Subpart C of the Patient Safety Rule establishes the confidentiality provisions and disclosure permissions for patient safety work product and the enforcement procedures for violations of confidentiality pursuant to section 922 of the statute. OCR enforces these confidentiality protections.
AHRQ lists patient safety organizations pursuant to section 924 of PSQIA and has responsibility for common formats and network of patient safety databases pursuant to section 923.
Source: http://www.hhs.gov/ocr/privacy/psa/regulation/index.html
The Patient Safety and Quality Improvement Act of 2005 (PSQIA) amends the Public Health Service Act (42 U.S.C. 299 et. seq.; P.L. 109-41) by inserting sections 921 through 926, 42 U.S.C. 299b-21 through 299b-26. View PSQIA.
OCR has responsibility for interpretation and implementation of the confidentiality protections and enforcement provisions in section 922. Learn more about the delegation of authority to OCR.
AHRQ has responsibility for listing of and outreach to patient safety organizations (PSOs) and the creation of a network of patient safety databases in sections 923, 924, and 925.
Section 921 defines key terms, including how information becomes patient safety work product.

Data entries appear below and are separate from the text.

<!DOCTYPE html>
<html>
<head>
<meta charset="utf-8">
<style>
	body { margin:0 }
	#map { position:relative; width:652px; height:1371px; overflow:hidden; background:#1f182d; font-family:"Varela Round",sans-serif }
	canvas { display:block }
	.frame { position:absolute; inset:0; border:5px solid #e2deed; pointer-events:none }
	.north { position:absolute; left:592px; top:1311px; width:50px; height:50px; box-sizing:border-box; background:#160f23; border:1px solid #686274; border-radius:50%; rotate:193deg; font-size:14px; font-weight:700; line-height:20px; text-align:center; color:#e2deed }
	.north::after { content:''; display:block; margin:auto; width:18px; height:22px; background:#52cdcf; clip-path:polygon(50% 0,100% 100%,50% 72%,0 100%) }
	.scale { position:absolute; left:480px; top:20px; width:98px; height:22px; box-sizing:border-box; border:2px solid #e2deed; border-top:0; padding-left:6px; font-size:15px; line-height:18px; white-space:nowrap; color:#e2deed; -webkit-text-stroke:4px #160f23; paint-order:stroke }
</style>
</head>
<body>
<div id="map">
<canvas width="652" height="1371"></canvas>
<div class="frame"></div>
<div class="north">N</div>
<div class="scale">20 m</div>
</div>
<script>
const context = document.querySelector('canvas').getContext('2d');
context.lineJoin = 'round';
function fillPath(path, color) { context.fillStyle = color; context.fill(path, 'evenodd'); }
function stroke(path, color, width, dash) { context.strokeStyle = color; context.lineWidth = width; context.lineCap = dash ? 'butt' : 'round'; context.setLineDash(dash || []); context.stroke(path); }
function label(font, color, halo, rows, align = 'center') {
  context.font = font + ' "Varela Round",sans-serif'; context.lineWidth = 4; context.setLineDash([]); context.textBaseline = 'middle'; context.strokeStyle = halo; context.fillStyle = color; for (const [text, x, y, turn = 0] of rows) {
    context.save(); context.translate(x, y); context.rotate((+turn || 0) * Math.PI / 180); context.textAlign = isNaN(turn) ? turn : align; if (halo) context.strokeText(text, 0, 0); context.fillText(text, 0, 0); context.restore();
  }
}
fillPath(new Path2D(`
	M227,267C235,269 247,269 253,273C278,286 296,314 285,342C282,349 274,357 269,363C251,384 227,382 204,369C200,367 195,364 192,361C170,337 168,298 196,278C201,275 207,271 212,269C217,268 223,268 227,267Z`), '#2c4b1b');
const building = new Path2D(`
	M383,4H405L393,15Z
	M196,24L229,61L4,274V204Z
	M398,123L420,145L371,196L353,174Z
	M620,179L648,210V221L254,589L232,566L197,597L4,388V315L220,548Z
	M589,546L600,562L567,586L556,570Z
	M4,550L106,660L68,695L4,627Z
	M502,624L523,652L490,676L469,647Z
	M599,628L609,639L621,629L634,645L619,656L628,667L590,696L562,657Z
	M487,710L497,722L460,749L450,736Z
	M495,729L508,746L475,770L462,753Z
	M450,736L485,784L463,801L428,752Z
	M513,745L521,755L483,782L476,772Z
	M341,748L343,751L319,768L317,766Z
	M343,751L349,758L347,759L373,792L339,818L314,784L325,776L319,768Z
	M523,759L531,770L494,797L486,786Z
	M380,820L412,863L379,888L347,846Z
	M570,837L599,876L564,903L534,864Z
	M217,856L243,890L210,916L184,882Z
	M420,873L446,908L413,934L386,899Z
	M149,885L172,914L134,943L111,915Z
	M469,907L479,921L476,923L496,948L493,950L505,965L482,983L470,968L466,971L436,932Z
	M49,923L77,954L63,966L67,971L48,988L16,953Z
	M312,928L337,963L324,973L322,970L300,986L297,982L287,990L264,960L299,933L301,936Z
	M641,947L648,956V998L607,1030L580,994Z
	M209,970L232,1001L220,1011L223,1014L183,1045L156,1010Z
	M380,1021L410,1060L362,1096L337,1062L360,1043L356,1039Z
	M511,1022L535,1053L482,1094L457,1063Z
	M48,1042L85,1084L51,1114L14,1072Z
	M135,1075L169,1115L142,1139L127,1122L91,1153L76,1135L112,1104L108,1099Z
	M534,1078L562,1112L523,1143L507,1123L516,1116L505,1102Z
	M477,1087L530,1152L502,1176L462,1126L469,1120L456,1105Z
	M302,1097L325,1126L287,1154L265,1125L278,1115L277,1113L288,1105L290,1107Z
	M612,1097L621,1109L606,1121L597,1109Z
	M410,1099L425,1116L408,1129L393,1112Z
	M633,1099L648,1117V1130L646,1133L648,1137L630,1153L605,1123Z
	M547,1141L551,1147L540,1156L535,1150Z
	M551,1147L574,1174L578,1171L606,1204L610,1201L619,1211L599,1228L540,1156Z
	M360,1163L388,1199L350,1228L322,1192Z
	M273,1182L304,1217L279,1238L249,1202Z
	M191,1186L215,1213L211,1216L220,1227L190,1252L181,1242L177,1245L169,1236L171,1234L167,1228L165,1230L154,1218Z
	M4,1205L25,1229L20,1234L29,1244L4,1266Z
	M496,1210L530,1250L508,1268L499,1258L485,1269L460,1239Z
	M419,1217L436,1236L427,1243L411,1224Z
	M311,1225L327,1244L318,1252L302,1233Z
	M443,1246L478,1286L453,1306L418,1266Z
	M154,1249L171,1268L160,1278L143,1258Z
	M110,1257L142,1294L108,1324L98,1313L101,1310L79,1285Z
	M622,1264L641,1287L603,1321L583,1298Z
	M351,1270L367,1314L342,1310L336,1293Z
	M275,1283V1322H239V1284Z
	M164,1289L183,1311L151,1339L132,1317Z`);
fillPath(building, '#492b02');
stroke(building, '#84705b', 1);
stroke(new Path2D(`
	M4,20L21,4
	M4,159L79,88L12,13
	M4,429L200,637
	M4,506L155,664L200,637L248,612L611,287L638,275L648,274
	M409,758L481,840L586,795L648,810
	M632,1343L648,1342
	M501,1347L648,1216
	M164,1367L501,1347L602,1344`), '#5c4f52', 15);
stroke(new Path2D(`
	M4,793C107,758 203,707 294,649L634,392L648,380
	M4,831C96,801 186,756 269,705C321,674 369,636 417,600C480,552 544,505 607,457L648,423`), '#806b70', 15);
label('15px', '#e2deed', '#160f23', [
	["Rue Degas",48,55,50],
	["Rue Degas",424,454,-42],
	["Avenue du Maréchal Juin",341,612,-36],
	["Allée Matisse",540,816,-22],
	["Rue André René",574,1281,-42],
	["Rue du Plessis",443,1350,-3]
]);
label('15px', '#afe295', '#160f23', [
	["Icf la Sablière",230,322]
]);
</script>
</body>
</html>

Section 922 sets out the confidentiality and privilege protections for patient safety work product, how patient safety work product may be disclosed and the penalties for disclosures in violation of the protections.
Section 923 describes the network of patient safety databases.
Section 924 outlines the requirements and processes for listing and delisting of patient safety organizations.
Source: http://www.hhs.gov/ocr/privacy/psa/regulation/statute/index.html
The Patient Safety Rule, published in the Federal Register on November 21, 2008, effective on January 19, 2009, is codified at 42 C.F.R. Part 3 (73 FR 70732). The Patient Safety Rule implements select provisions of PSQIA.
OCR has responsibility for interpreting and implementing the confidentiality protections described in Subpart C and the enforcement provisions described in Subpart D.
AHRQ has responsibility for listing and delisting of patient safety organizations (PSOs) described in Subpart B. Subpart A defines essential terms, such as patient safety work product, patient safety evaluation system, and PSO.
Subpart B provides the requirements for listing PSOs. These entities offer their expert advice in analyzing the patient safety events and other information they collect or develop to provide feedback and recommendations to providers.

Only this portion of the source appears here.